What you are asked to do —
Here are some records; quote them exactly, leaving out the pictures.

Task input —
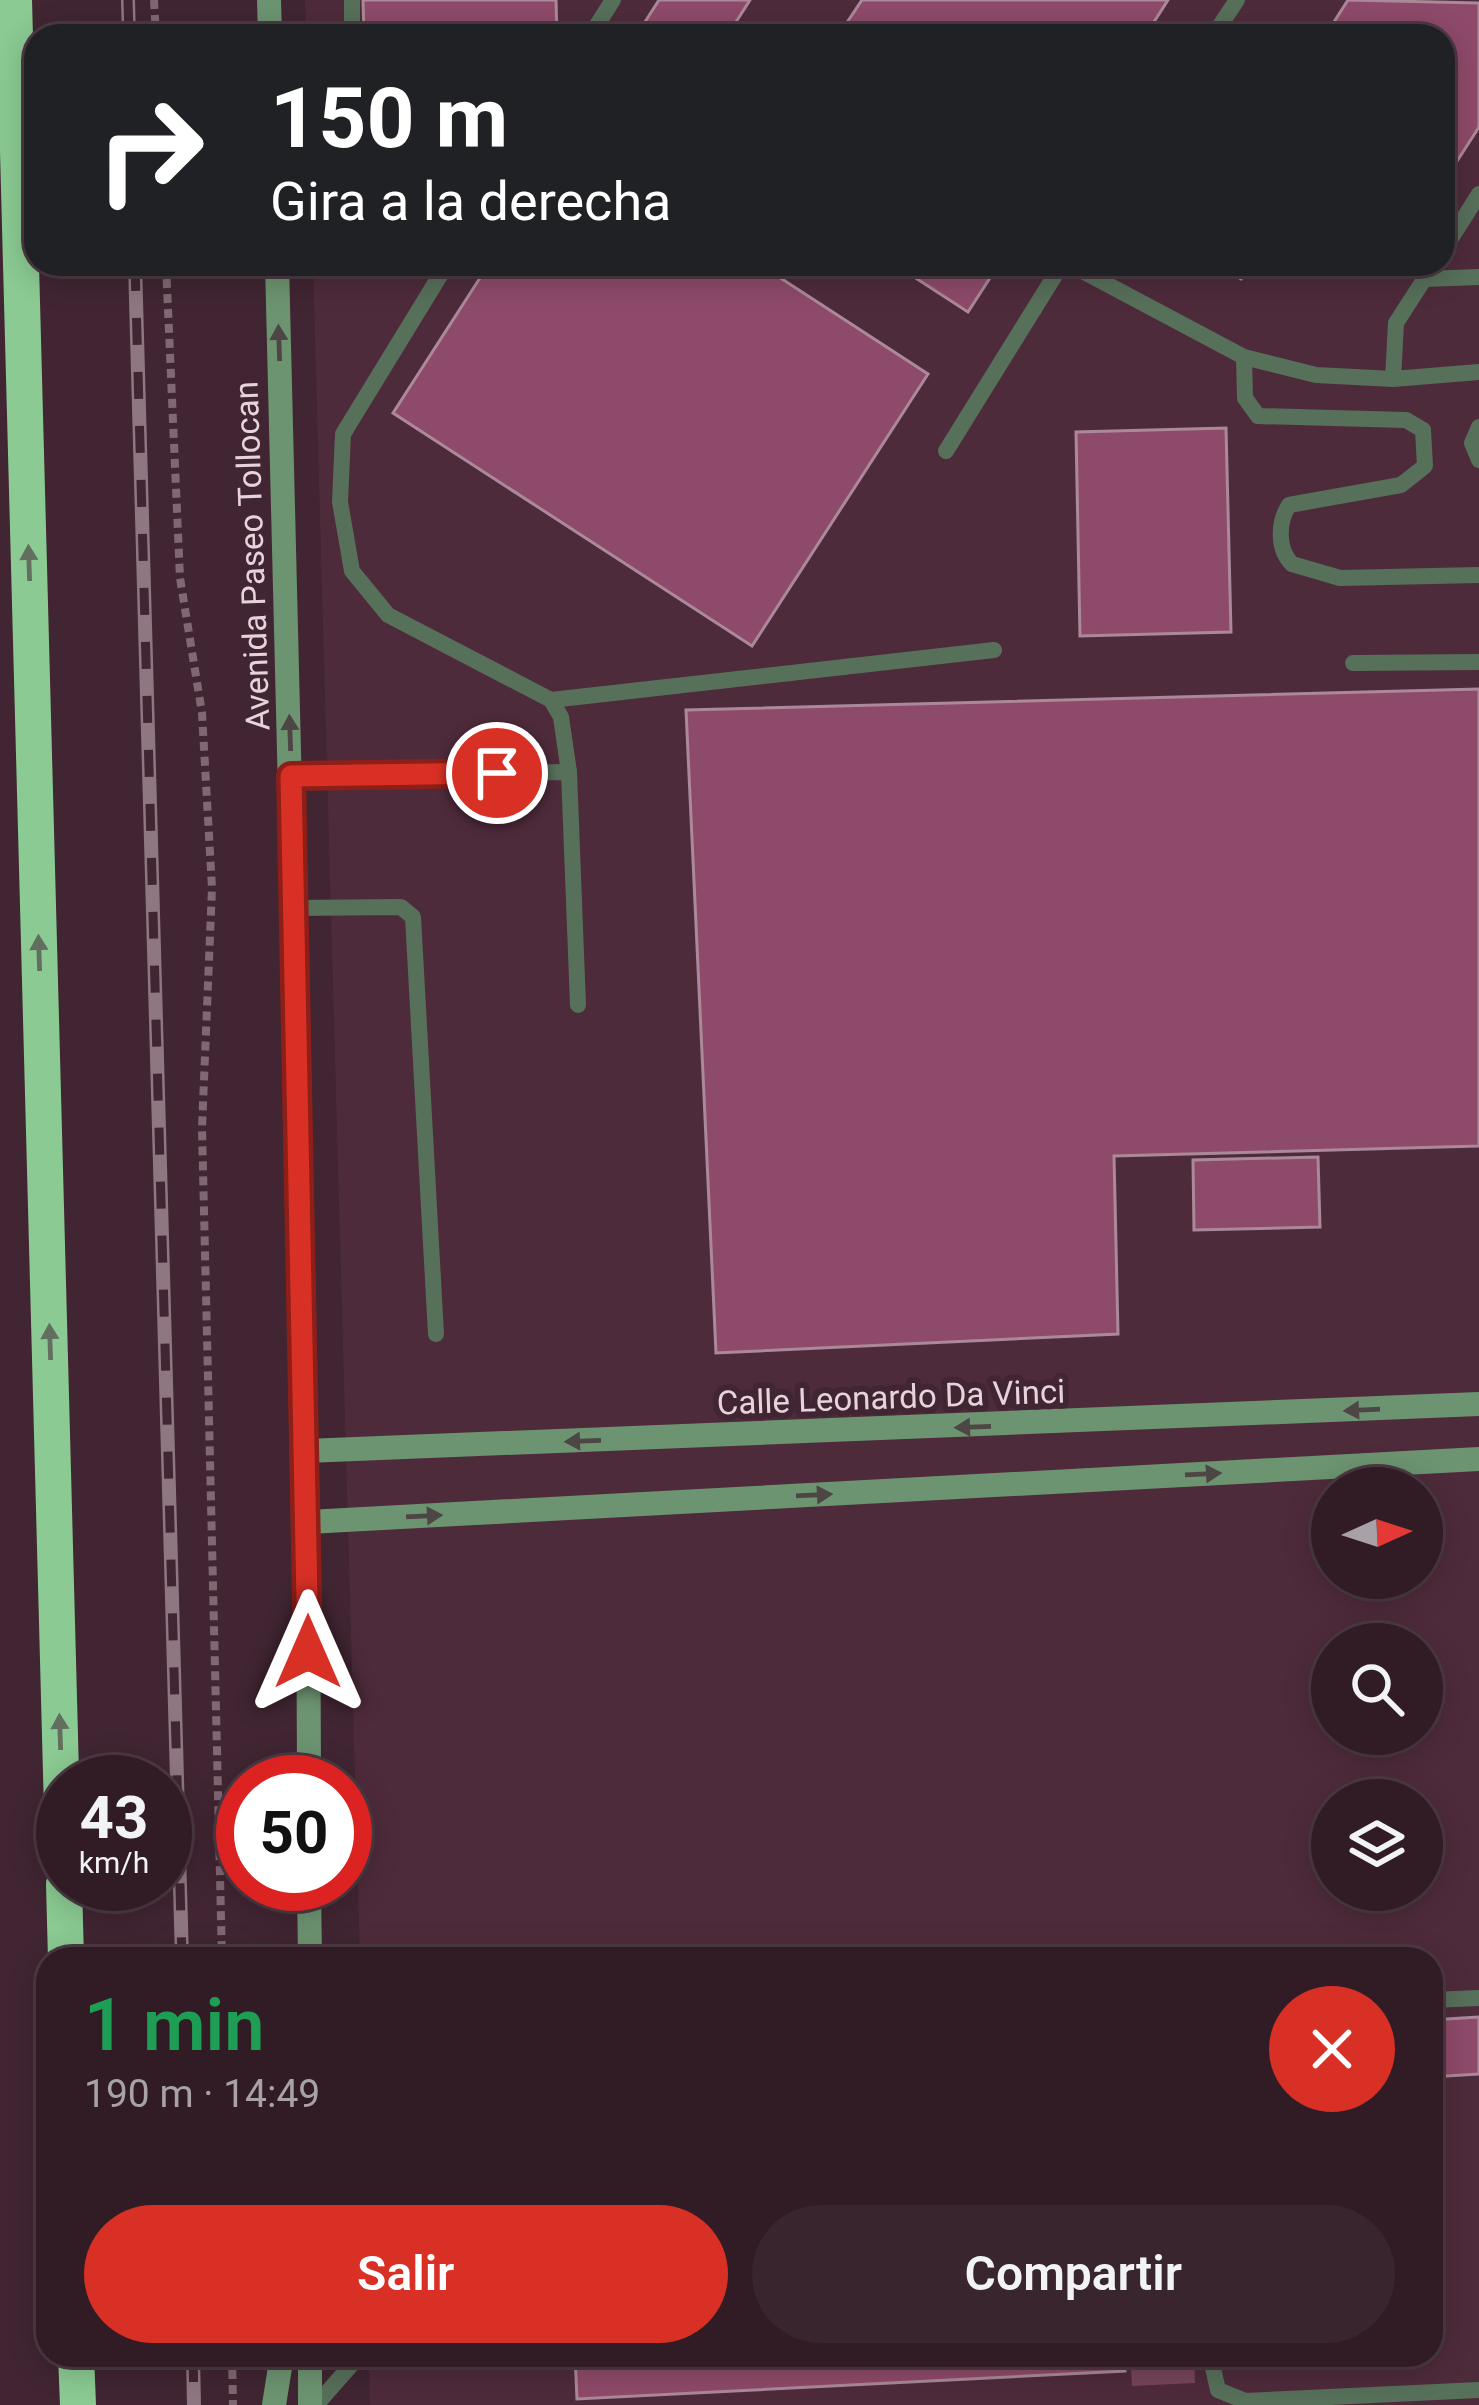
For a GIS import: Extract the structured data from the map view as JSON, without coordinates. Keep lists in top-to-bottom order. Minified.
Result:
{"streets":{"main road":["Avenida Paseo Tollocan","Calle Leonardo Da Vinci"]},"crossings":[["Avenida Paseo Tollocan","Calle Leonardo Da Vinci"]],"north":"right","page":{"turn":["150 m","Gira a la derecha"],"speed":"43 km/h","limit":"50","heading":["1 min","190 m · 14:49"],"buttons":["Salir","Compartir"]}}
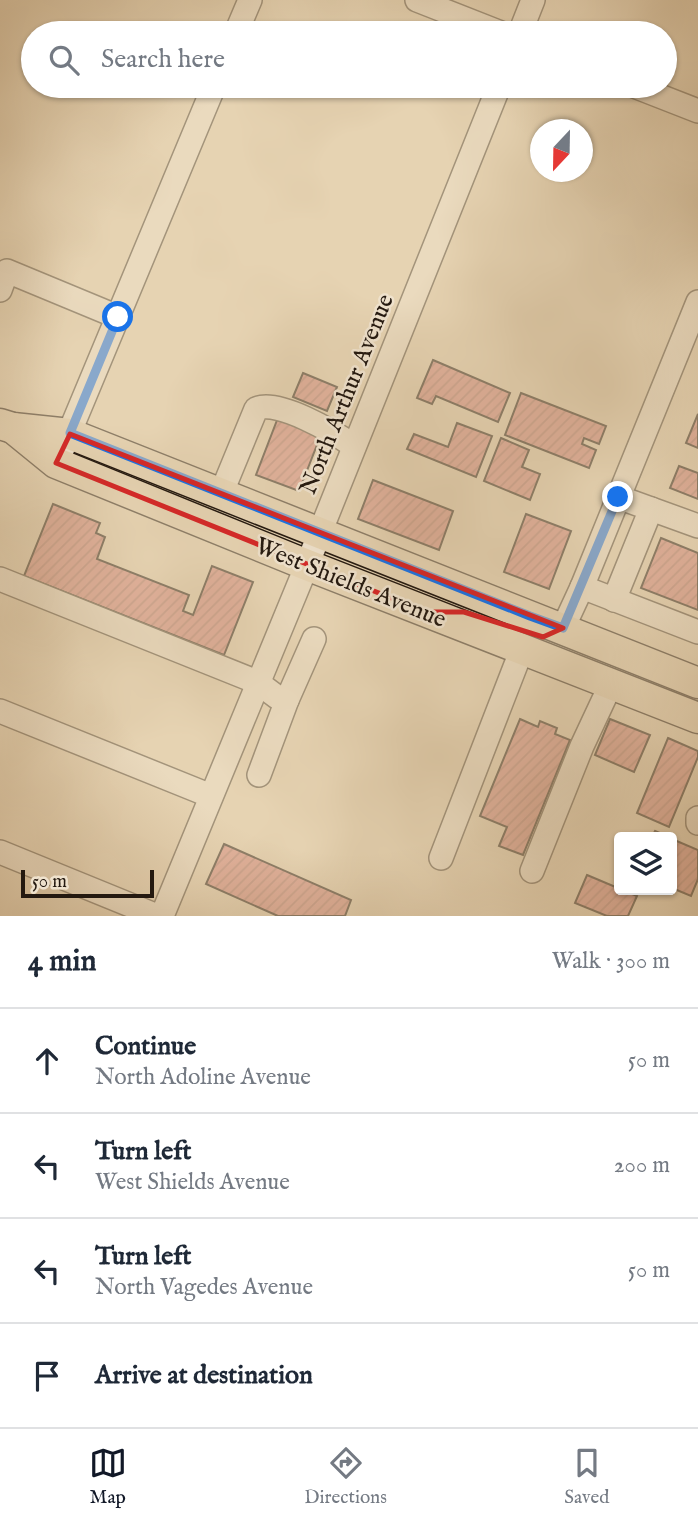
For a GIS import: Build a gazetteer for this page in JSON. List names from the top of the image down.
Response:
{
  "streets": {
    "main road": ["West Shields Avenue"],
    "street": ["North Arthur Avenue"]
  },
  "crossings": [
    ["North Arthur Avenue", "West Shields Avenue"]
  ],
  "scale_bar": "50 m",
  "north": "bottom",
  "page": {
    "search": "Search here",
    "scale": "50 m",
    "heading": ["4 min", "Walk · 300 m"],
    "list": [
      ["Continue", "North Adoline Avenue", "50 m"],
      ["Turn left", "West Shields Avenue", "200 m"],
      ["Turn left", "North Vagedes Avenue", "50 m"],
      "Arrive at destination"
    ],
    "nav": ["Map", "Directions", "Saved"]
  }
}
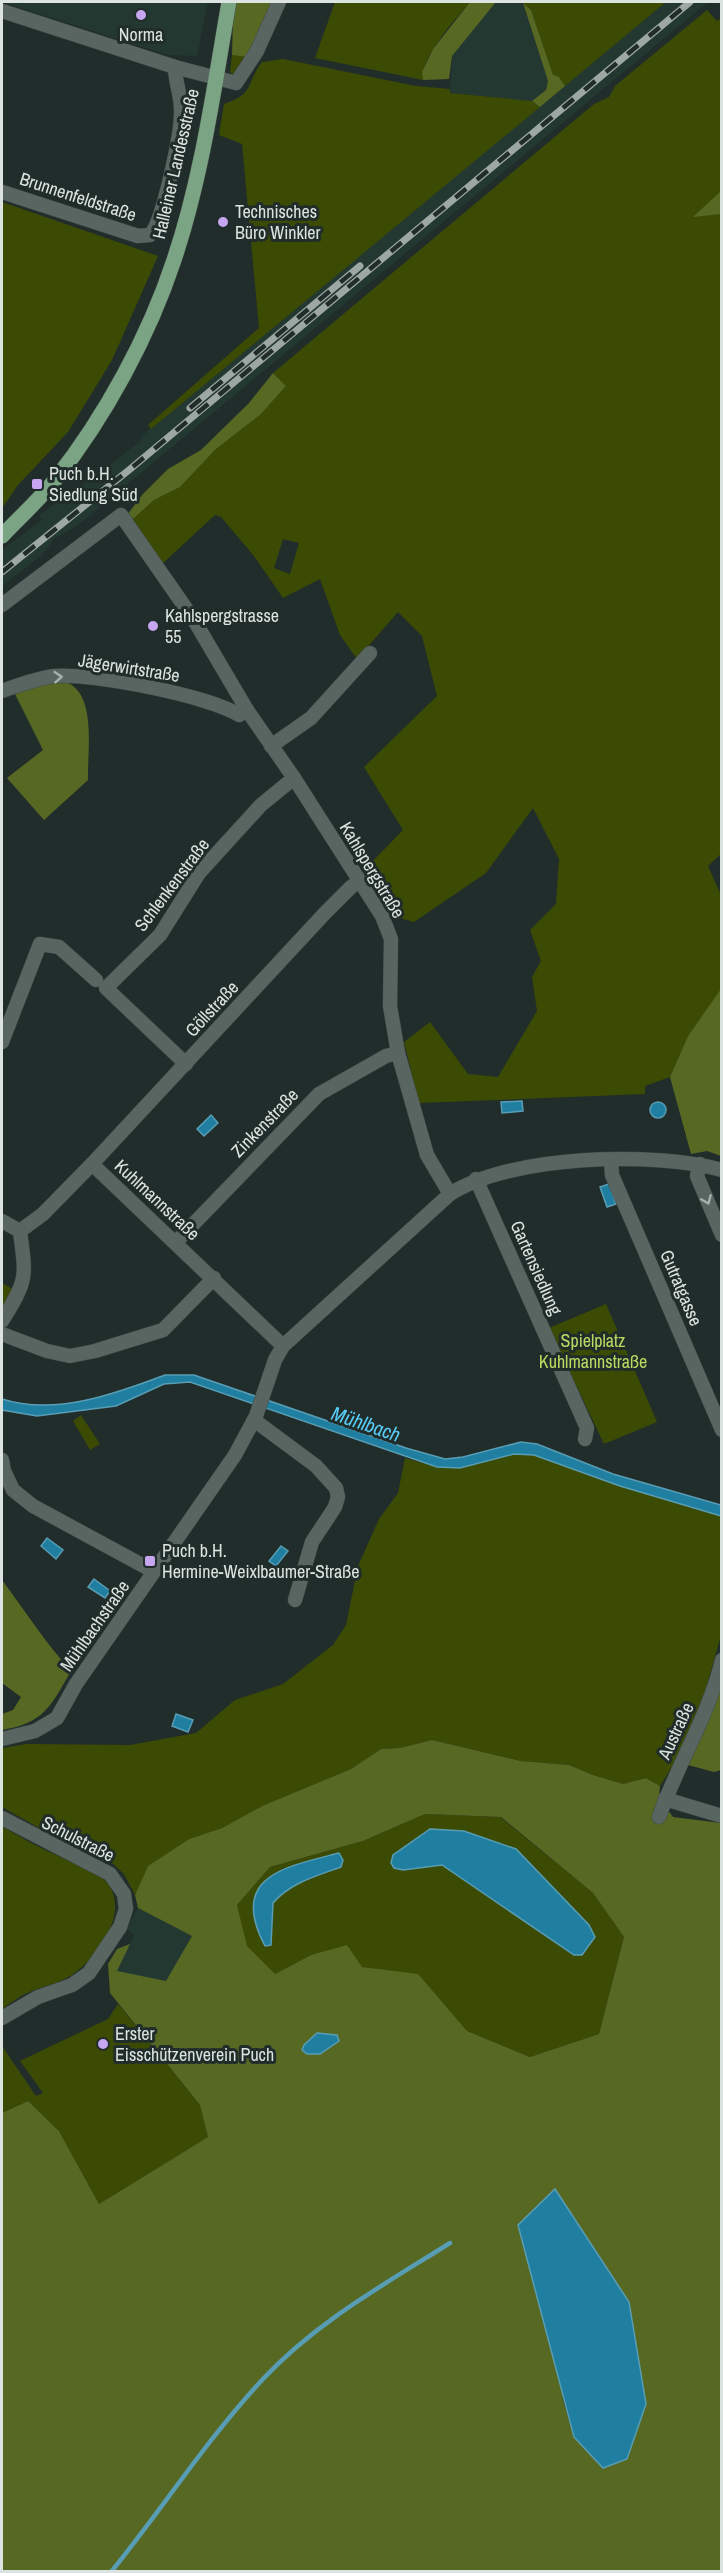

Finished task —
For a GIS import: Extract the structured data from the map view as JSON, without coordinates. Keep lists in top-to-bottom order. Minified.
Result:
{"streets":{"main road":["Avenida Paseo Tollocan","Calle Leonardo Da Vinci"]},"crossings":[["Avenida Paseo Tollocan","Calle Leonardo Da Vinci"]],"north":"right","page":{"turn":["150 m","Gira a la derecha"],"speed":"43 km/h","limit":"50","heading":["1 min","190 m · 14:49"],"buttons":["Salir","Compartir"]}}
For a GIS import: Build a gazetteer for this page in JSON. List names from the top of the image down.
Response:
{
  "streets": {
    "main road": ["West Shields Avenue"],
    "street": ["North Arthur Avenue"]
  },
  "crossings": [
    ["North Arthur Avenue", "West Shields Avenue"]
  ],
  "scale_bar": "50 m",
  "north": "bottom",
  "page": {
    "search": "Search here",
    "scale": "50 m",
    "heading": ["4 min", "Walk · 300 m"],
    "list": [
      ["Continue", "North Adoline Avenue", "50 m"],
      ["Turn left", "West Shields Avenue", "200 m"],
      ["Turn left", "North Vagedes Avenue", "50 m"],
      "Arrive at destination"
    ],
    "nav": ["Map", "Directions", "Saved"]
  }
}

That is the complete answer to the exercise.